Task material:
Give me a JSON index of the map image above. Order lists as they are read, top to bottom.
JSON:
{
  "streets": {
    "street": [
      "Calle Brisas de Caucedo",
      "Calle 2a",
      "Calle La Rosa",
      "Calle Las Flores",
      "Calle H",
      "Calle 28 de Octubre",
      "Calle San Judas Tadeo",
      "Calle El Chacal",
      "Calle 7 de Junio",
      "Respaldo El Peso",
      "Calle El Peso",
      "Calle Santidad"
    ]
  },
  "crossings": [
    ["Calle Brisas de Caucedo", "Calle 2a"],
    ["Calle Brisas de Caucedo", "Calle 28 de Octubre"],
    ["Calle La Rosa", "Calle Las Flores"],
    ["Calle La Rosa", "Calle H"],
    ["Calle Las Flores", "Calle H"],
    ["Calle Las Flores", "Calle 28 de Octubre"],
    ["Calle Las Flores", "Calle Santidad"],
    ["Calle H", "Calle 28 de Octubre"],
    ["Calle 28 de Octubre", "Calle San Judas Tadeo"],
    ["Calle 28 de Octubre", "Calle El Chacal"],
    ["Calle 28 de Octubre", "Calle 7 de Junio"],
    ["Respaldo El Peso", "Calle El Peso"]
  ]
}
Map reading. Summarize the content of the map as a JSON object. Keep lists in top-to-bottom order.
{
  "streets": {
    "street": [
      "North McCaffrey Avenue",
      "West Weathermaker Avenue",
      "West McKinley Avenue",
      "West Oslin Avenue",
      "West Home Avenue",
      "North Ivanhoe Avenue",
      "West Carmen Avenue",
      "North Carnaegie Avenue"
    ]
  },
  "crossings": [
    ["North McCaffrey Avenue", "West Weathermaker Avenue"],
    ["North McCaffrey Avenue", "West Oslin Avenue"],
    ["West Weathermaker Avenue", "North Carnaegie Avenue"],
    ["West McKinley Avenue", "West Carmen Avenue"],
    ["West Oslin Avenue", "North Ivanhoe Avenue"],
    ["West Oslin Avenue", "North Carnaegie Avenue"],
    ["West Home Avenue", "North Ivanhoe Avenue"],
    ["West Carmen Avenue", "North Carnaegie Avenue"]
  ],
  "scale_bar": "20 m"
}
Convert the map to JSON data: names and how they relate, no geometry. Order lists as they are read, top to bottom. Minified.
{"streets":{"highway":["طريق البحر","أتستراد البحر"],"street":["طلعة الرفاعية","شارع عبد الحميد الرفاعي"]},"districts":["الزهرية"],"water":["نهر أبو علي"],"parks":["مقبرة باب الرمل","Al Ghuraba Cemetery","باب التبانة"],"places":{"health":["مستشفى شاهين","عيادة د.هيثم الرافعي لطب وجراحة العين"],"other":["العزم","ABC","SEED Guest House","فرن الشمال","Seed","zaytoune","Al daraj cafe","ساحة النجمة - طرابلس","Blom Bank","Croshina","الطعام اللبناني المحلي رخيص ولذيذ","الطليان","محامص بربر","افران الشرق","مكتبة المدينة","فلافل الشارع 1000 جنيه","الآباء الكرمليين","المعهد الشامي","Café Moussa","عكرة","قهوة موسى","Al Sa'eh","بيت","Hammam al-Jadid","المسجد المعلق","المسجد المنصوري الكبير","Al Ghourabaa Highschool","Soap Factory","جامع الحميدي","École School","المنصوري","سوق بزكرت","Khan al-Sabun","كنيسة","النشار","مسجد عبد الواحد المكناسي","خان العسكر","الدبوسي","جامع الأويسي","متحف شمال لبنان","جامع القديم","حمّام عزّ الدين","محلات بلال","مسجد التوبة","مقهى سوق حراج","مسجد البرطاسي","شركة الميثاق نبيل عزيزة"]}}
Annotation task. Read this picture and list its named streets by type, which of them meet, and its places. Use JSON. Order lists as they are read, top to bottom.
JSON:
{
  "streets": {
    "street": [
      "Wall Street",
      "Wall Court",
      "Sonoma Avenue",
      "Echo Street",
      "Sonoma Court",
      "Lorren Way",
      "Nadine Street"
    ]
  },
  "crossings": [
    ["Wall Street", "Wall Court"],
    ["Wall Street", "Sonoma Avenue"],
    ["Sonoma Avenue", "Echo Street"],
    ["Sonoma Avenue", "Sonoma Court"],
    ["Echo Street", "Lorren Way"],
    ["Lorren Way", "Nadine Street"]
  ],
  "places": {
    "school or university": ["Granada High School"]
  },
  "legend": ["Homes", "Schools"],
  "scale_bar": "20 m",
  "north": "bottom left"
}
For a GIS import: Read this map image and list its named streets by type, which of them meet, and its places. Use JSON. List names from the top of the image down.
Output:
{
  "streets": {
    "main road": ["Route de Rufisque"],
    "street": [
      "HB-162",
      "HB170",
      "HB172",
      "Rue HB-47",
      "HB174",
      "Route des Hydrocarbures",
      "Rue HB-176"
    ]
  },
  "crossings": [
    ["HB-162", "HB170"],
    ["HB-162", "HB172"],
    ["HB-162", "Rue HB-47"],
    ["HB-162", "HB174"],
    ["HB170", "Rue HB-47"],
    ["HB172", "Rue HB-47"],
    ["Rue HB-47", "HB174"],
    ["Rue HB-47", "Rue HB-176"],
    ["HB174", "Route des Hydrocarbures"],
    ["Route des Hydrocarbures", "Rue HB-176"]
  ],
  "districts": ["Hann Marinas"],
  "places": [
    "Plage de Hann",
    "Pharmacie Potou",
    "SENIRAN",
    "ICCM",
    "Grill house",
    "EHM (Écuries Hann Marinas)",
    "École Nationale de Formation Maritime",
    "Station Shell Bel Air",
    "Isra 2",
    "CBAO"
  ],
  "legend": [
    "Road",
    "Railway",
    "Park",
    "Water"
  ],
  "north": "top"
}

What is required: An exact transcription of all the records is required.

Answer for this exercise:
Give me a JSON index of the map image above. Order lists as they are read, top to bottom.
JSON:
{
  "streets": {
    "street": [
      "Calle Brisas de Caucedo",
      "Calle 2a",
      "Calle La Rosa",
      "Calle Las Flores",
      "Calle H",
      "Calle 28 de Octubre",
      "Calle San Judas Tadeo",
      "Calle El Chacal",
      "Calle 7 de Junio",
      "Respaldo El Peso",
      "Calle El Peso",
      "Calle Santidad"
    ]
  },
  "crossings": [
    ["Calle Brisas de Caucedo", "Calle 2a"],
    ["Calle Brisas de Caucedo", "Calle 28 de Octubre"],
    ["Calle La Rosa", "Calle Las Flores"],
    ["Calle La Rosa", "Calle H"],
    ["Calle Las Flores", "Calle H"],
    ["Calle Las Flores", "Calle 28 de Octubre"],
    ["Calle Las Flores", "Calle Santidad"],
    ["Calle H", "Calle 28 de Octubre"],
    ["Calle 28 de Octubre", "Calle San Judas Tadeo"],
    ["Calle 28 de Octubre", "Calle El Chacal"],
    ["Calle 28 de Octubre", "Calle 7 de Junio"],
    ["Respaldo El Peso", "Calle El Peso"]
  ]
}
Map reading. Summarize the content of the map as a JSON object. Keep lists in top-to-bottom order.
{
  "streets": {
    "street": [
      "North McCaffrey Avenue",
      "West Weathermaker Avenue",
      "West McKinley Avenue",
      "West Oslin Avenue",
      "West Home Avenue",
      "North Ivanhoe Avenue",
      "West Carmen Avenue",
      "North Carnaegie Avenue"
    ]
  },
  "crossings": [
    ["North McCaffrey Avenue", "West Weathermaker Avenue"],
    ["North McCaffrey Avenue", "West Oslin Avenue"],
    ["West Weathermaker Avenue", "North Carnaegie Avenue"],
    ["West McKinley Avenue", "West Carmen Avenue"],
    ["West Oslin Avenue", "North Ivanhoe Avenue"],
    ["West Oslin Avenue", "North Carnaegie Avenue"],
    ["West Home Avenue", "North Ivanhoe Avenue"],
    ["West Carmen Avenue", "North Carnaegie Avenue"]
  ],
  "scale_bar": "20 m"
}
Convert the map to JSON data: names and how they relate, no geometry. Order lists as they are read, top to bottom. Minified.
{"streets":{"highway":["طريق البحر","أتستراد البحر"],"street":["طلعة الرفاعية","شارع عبد الحميد الرفاعي"]},"districts":["الزهرية"],"water":["نهر أبو علي"],"parks":["مقبرة باب الرمل","Al Ghuraba Cemetery","باب التبانة"],"places":{"health":["مستشفى شاهين","عيادة د.هيثم الرافعي لطب وجراحة العين"],"other":["العزم","ABC","SEED Guest House","فرن الشمال","Seed","zaytoune","Al daraj cafe","ساحة النجمة - طرابلس","Blom Bank","Croshina","الطعام اللبناني المحلي رخيص ولذيذ","الطليان","محامص بربر","افران الشرق","مكتبة المدينة","فلافل الشارع 1000 جنيه","الآباء الكرمليين","المعهد الشامي","Café Moussa","عكرة","قهوة موسى","Al Sa'eh","بيت","Hammam al-Jadid","المسجد المعلق","المسجد المنصوري الكبير","Al Ghourabaa Highschool","Soap Factory","جامع الحميدي","École School","المنصوري","سوق بزكرت","Khan al-Sabun","كنيسة","النشار","مسجد عبد الواحد المكناسي","خان العسكر","الدبوسي","جامع الأويسي","متحف شمال لبنان","جامع القديم","حمّام عزّ الدين","محلات بلال","مسجد التوبة","مقهى سوق حراج","مسجد البرطاسي","شركة الميثاق نبيل عزيزة"]}}
Annotation task. Read this picture and list its named streets by type, which of them meet, and its places. Use JSON. Order lists as they are read, top to bottom.
JSON:
{
  "streets": {
    "street": [
      "Wall Street",
      "Wall Court",
      "Sonoma Avenue",
      "Echo Street",
      "Sonoma Court",
      "Lorren Way",
      "Nadine Street"
    ]
  },
  "crossings": [
    ["Wall Street", "Wall Court"],
    ["Wall Street", "Sonoma Avenue"],
    ["Sonoma Avenue", "Echo Street"],
    ["Sonoma Avenue", "Sonoma Court"],
    ["Echo Street", "Lorren Way"],
    ["Lorren Way", "Nadine Street"]
  ],
  "places": {
    "school or university": ["Granada High School"]
  },
  "legend": ["Homes", "Schools"],
  "scale_bar": "20 m",
  "north": "bottom left"
}
For a GIS import: Read this map image and list its named streets by type, which of them meet, and its places. Use JSON. List names from the top of the image down.
Output:
{
  "streets": {
    "main road": ["Route de Rufisque"],
    "street": [
      "HB-162",
      "HB170",
      "HB172",
      "Rue HB-47",
      "HB174",
      "Route des Hydrocarbures",
      "Rue HB-176"
    ]
  },
  "crossings": [
    ["HB-162", "HB170"],
    ["HB-162", "HB172"],
    ["HB-162", "Rue HB-47"],
    ["HB-162", "HB174"],
    ["HB170", "Rue HB-47"],
    ["HB172", "Rue HB-47"],
    ["Rue HB-47", "HB174"],
    ["Rue HB-47", "Rue HB-176"],
    ["HB174", "Route des Hydrocarbures"],
    ["Route des Hydrocarbures", "Rue HB-176"]
  ],
  "districts": ["Hann Marinas"],
  "places": [
    "Plage de Hann",
    "Pharmacie Potou",
    "SENIRAN",
    "ICCM",
    "Grill house",
    "EHM (Écuries Hann Marinas)",
    "École Nationale de Formation Maritime",
    "Station Shell Bel Air",
    "Isra 2",
    "CBAO"
  ],
  "legend": [
    "Road",
    "Railway",
    "Park",
    "Water"
  ],
  "north": "top"
}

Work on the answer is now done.